2. Too Beautiful for You - Rod Liddle
The Sunday Time's enemy of Political Correctness in an earlier incarnation (2003) as a writer of short stories. Full of the f- and c- words, sexually explicit (way too much information), these are the chronicles of alienated small-time folk in the metropolis. Genuinely insightful, macabre and funny.
3. Shadow of the Giant - Orson Scott Card
The latest 'final installment' in the Ender/Shadow saga. It's an easy read, a page turner, describing the process whereby Peter ends up as the Hegemon of a united world and the Battle School graduates are removed off-Earth where they can cause no more nationalistic trouble.

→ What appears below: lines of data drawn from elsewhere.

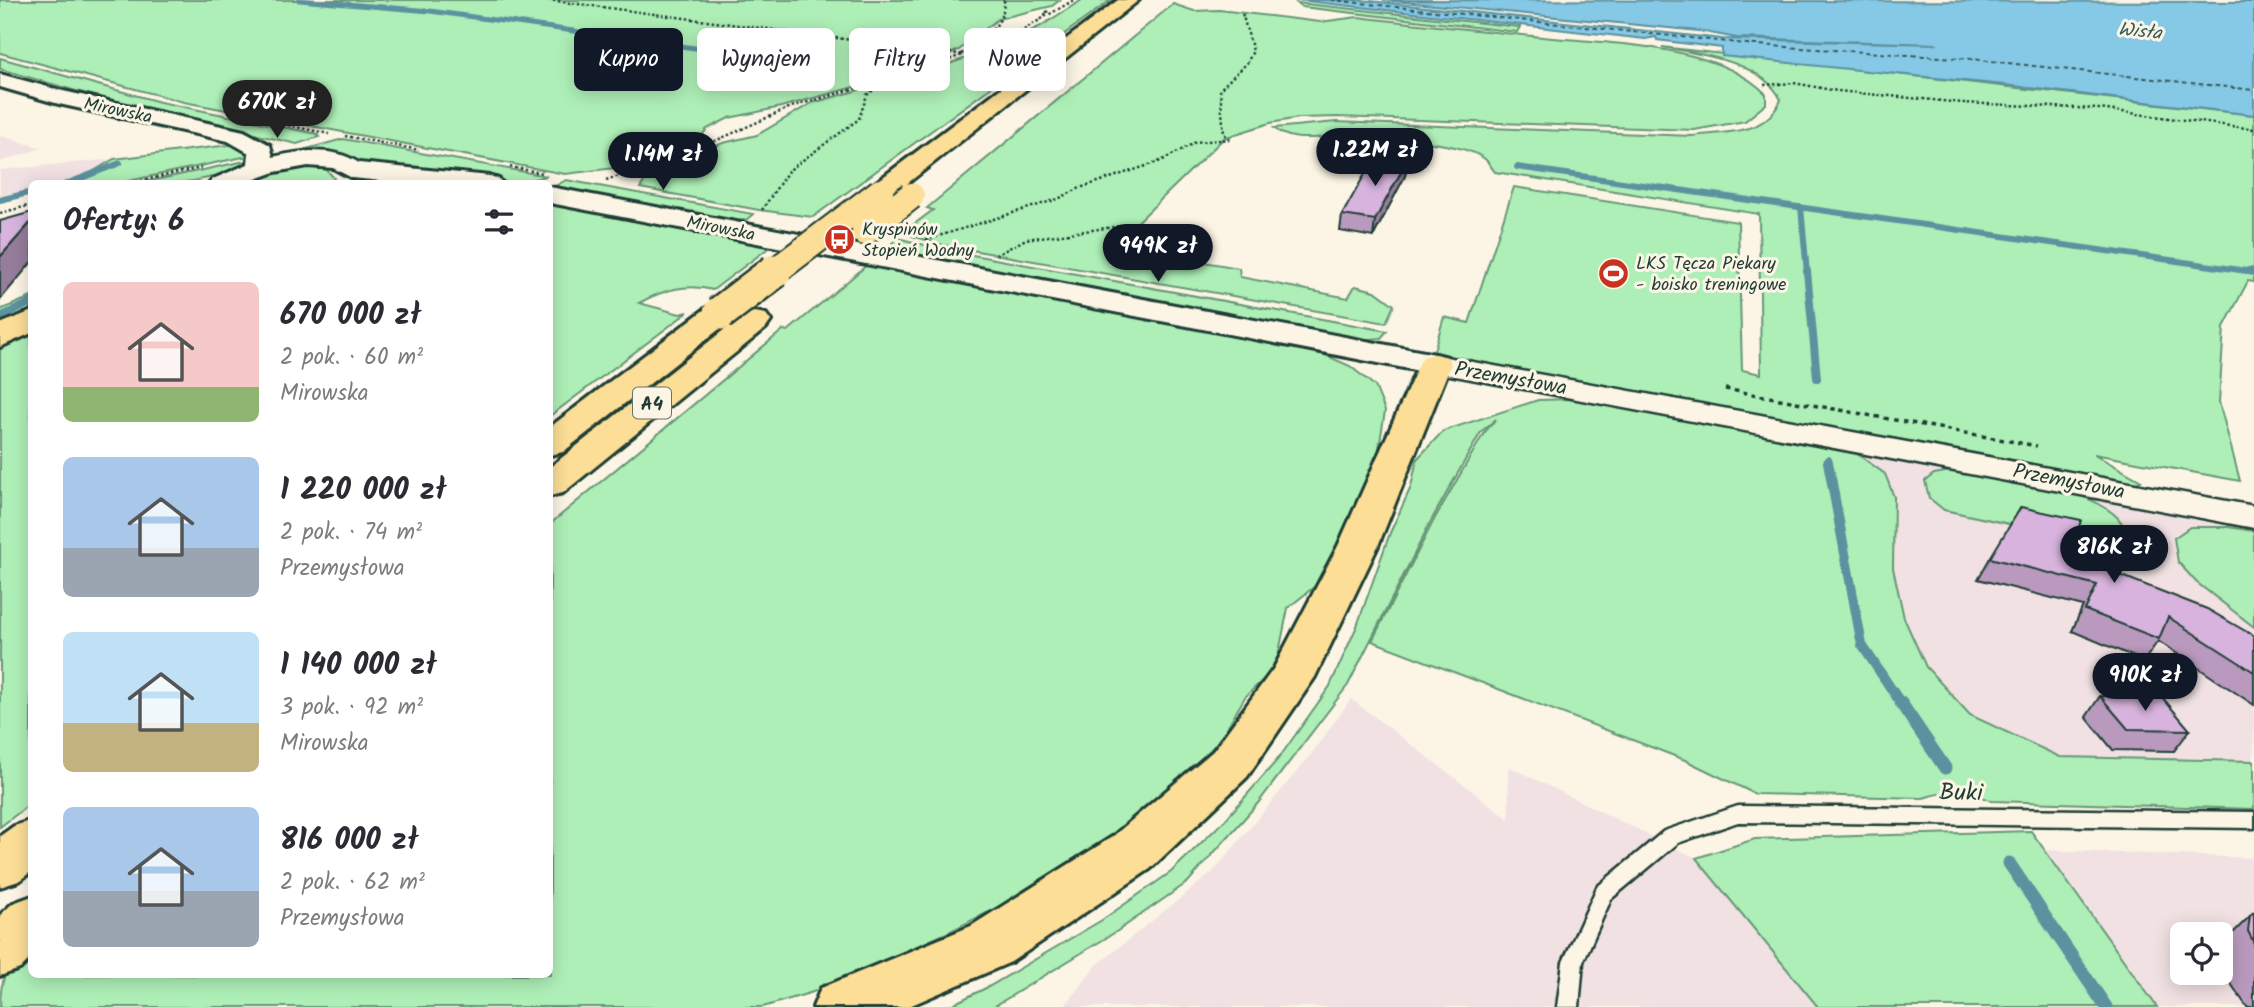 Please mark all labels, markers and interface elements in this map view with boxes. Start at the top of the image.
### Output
water label: Wisła [2117,15,2164,49]
chip: Kupno [574,28,683,91]
chip: Wynajem [697,28,835,91]
chip: Filtry [849,28,950,91]
chip: Nowe [964,28,1066,91]
pin: 670K zł [212,80,342,140]
text: 670K zł [238,85,316,121]
street label: Mirowska [81,90,155,133]
pin: 1.22M zł [1303,128,1447,188]
pin: 1.14M zł [591,132,735,192]
text: 1.22M zł [1332,133,1418,169]
text: 1.14M zł [624,137,702,173]
text: Oferty: 6 [63,198,184,246]
icon: filters [480,203,518,241]
street label: Mirowska [684,209,757,250]
place label: Kryspinów Stopień Wodny [862,216,974,266]
bus stop icon: Kryspinów Stopień Wodny [822,222,856,256]
pin: 949K zł [1093,224,1223,284]
text: 949K zł [1119,229,1197,265]
place label: LKS Tęcza Piekary - boisko treningowe [1636,250,1786,300]
sports icon: LKS Tęcza Piekary - boisko treningowe [1596,256,1630,290]
text: 670 000 zł [280,292,421,340]
icon: home [119,310,203,394]
text: 2 pok. · 60 m² [280,340,423,376]
street label: Przemysłowa [1452,353,1570,406]
text: Mirowska [280,376,369,412]
road number: A4 [633,388,671,418]
street label: Przemysłowa [2010,455,2128,510]
text: 1 220 000 zł [280,467,446,515]
icon: home [119,485,203,569]
text: 2 pok. · 74 m² [280,515,422,551]
pin: 816K zł [2049,526,2179,585]
text: 816K zł [2076,530,2152,566]
text: Przemysłowa [280,551,404,587]
text: 1 140 000 zł [280,642,437,690]
pin: 910K zł [2080,654,2210,713]
text: 910K zł [2109,658,2181,694]
icon: home [119,660,203,744]
text: 3 pok. · 92 m² [280,690,423,726]
text: Mirowska [280,726,369,762]
street label: Buki [1939,774,1984,813]
text: 816 000 zł [280,817,418,865]
icon: home [119,835,203,919]
text: 2 pok. · 62 m² [280,865,425,901]
text: Przemysłowa [280,901,404,937]
map controls [2170,922,2233,985]
button: locate [2170,922,2233,985] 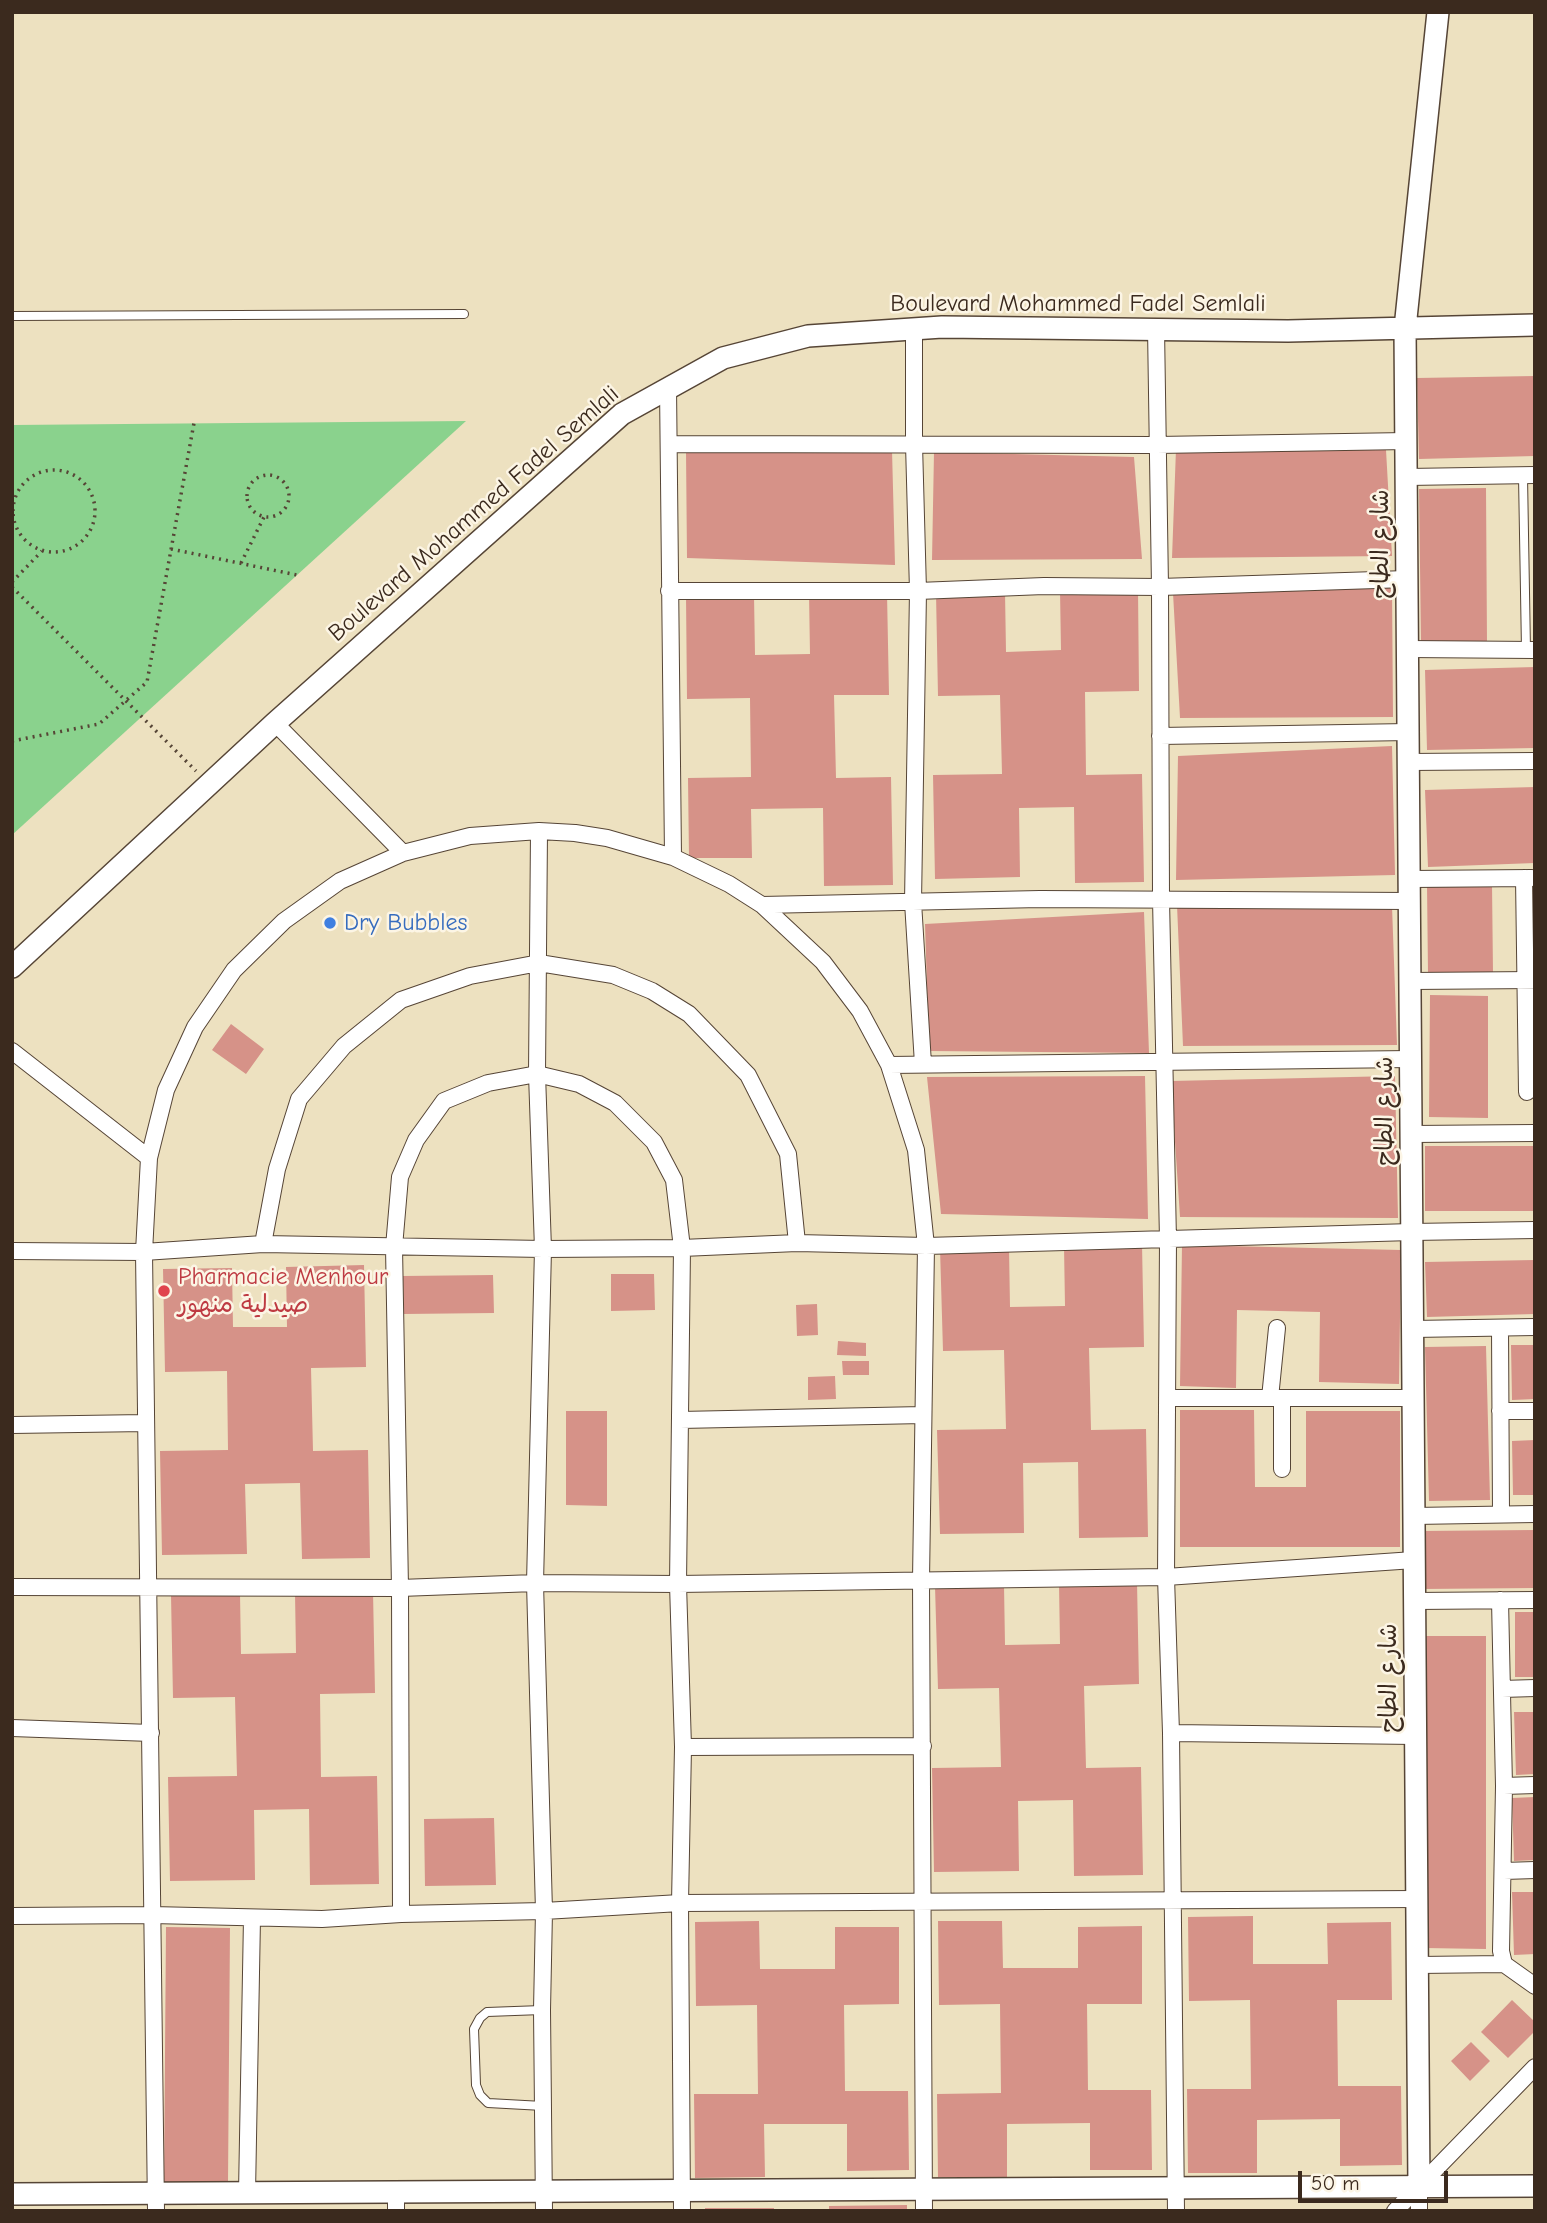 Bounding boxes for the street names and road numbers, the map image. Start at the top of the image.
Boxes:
street label: Boulevard Mohammed Fadel Semlali [890,290,1266,318]
street label: Boulevard Mohammed Fadel Semlali [323,380,625,648]
street label: شارع الطاح [1367,489,1395,599]
street label: شارع الطاح [1371,1056,1399,1166]
street label: شارع الطاح [1375,1623,1403,1733]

I tend to share the popular view that all multi-volume sagas exhibit a gentle decline of quality - each successive book being 30% worse than its predecessor. I'm not completely sure this applies here. Card says some interesting things about the religions of the world - in particular Islam. Published in 2005, the themes of this novel are quite contemporary about such matters and Card is clearly not impressed.
Anyway, the door has been carefully left ajar for a further novel in the series, as the woman with an implanted embryo leaves for a colony planet. Is it the monster Achilles as she believes? Or is it the missing ninth child of Bean?
4. Imperium - Robert Harris
Clare is currently reading this, so I have to wait my turn.
5. Narziss and Goldmund - Hermann Hesse (Narziss = Narcissus)
Best known for the stupendous Glass Bead Game, this is a precursor to some of the themes in that Nobel-prize-winning book. To be truthful I skimmed through it: it's a lesser work mostly devoted to descriptions of Goldmund seducing myriads of women - a 1930s soft-porn extravaganza. The novel contrasts a sensual, hedonistic (dionysian) lifestyle to the ascetic life of the mind. Right.
Perhaps I should mention Book 2 of my Quantum Mechanics course, where I've just finished the chapter on spin. Is this strange or what? The critical point seems to be to keep track of spin orientation in real space vs. spin eigenvectors in spin space. For example spin-up and spin-down directions in real space are at 180° to each other. Their corresponding eigenvectors - forming a basis in spin-space - are at right angles.